• **Instructions for the task**: State the number of lines in these records that include the string "Ankara", and say nothing more.

Records excerpted from a collection
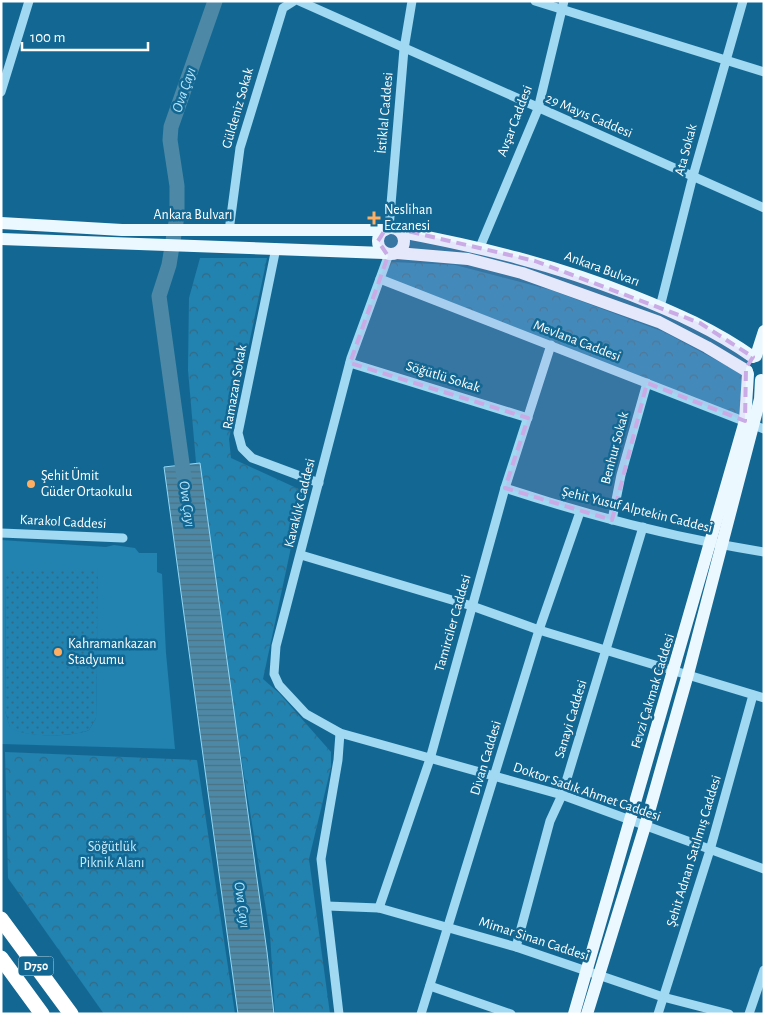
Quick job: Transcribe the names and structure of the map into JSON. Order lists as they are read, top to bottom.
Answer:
{
  "streets": {
    "highway": ["D750"],
    "main road": ["Ankara Bulvarı", "Fevzi Çakmak Caddesi"],
    "street": [
      "Güldeniz Sokak",
      "İstiklal Caddesi",
      "29 Mayıs Caddesi",
      "Avşar Caddesi",
      "Ata Sokak",
      "Mevlana Caddesi",
      "Söğütlü Sokak",
      "Ramazan Sokak",
      "Benhur Sokak",
      "Kavaklık Caddesi",
      "Şehit Yusuf Alptekin Caddesi",
      "Karakol Caddesi",
      "Tamirciler Caddesi",
      "Sanayi Caddesi",
      "Divan Caddesi",
      "Doktor Sadık Ahmet Caddesi",
      "Şehit Adnan Satılmış Caddesi",
      "Mimar Sinan Caddesi"
    ]
  },
  "crossings": [
    ["Güldeniz Sokak", "Ankara Bulvarı"],
    ["İstiklal Caddesi", "29 Mayıs Caddesi"],
    ["İstiklal Caddesi", "Ankara Bulvarı"],
    ["29 Mayıs Caddesi", "Avşar Caddesi"],
    ["29 Mayıs Caddesi", "Ata Sokak"],
    ["Avşar Caddesi", "Ankara Bulvarı"],
    ["Ata Sokak", "Ankara Bulvarı"],
    ["Ankara Bulvarı", "Fevzi Çakmak Caddesi"],
    ["Mevlana Caddesi", "Benhur Sokak"],
    ["Mevlana Caddesi", "Kavaklık Caddesi"],
    ["Mevlana Caddesi", "Tamirciler Caddesi"],
    ["Mevlana Caddesi", "Fevzi Çakmak Caddesi"],
    ["Söğütlü Sokak", "Kavaklık Caddesi"],
    ["Söğütlü Sokak", "Tamirciler Caddesi"],
    ["Ramazan Sokak", "Kavaklık Caddesi"],
    ["Benhur Sokak", "Şehit Yusuf Alptekin Caddesi"],
    ["Kavaklık Caddesi", "Doktor Sadık Ahmet Caddesi"],
    ["Şehit Yusuf Alptekin Caddesi", "Tamirciler Caddesi"],
    ["Şehit Yusuf Alptekin Caddesi", "Fevzi Çakmak Caddesi"],
    ["Şehit Yusuf Alptekin Caddesi", "Sanayi Caddesi"],
    ["Şehit Yusuf Alptekin Caddesi", "Divan Caddesi"],
    ["Tamirciler Caddesi", "Doktor Sadık Ahmet Caddesi"],
    ["Tamirciler Caddesi", "Mimar Sinan Caddesi"],
    ["Fevzi Çakmak Caddesi", "Doktor Sadık Ahmet Caddesi"],
    ["Fevzi Çakmak Caddesi", "Mimar Sinan Caddesi"],
    ["Sanayi Caddesi", "Doktor Sadık Ahmet Caddesi"],
    ["Sanayi Caddesi", "Mimar Sinan Caddesi"],
    ["Divan Caddesi", "Doktor Sadık Ahmet Caddesi"],
    ["Divan Caddesi", "Mimar Sinan Caddesi"],
    ["Doktor Sadık Ahmet Caddesi", "Şehit Adnan Satılmış Caddesi"],
    ["Şehit Adnan Satılmış Caddesi", "Mimar Sinan Caddesi"]
  ],
  "water": ["Ova Çayı"],
  "parks": ["Söğütlük Piknik Alanı"],
  "places": {
    "health": ["Neslihan Eczanesi"],
    "other": ["Şehit Ümit Güder Ortaokulu", "Kahramankazan Stadyumu"]
  },
  "scale_bar": "100 m"
}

• **Reply**: 6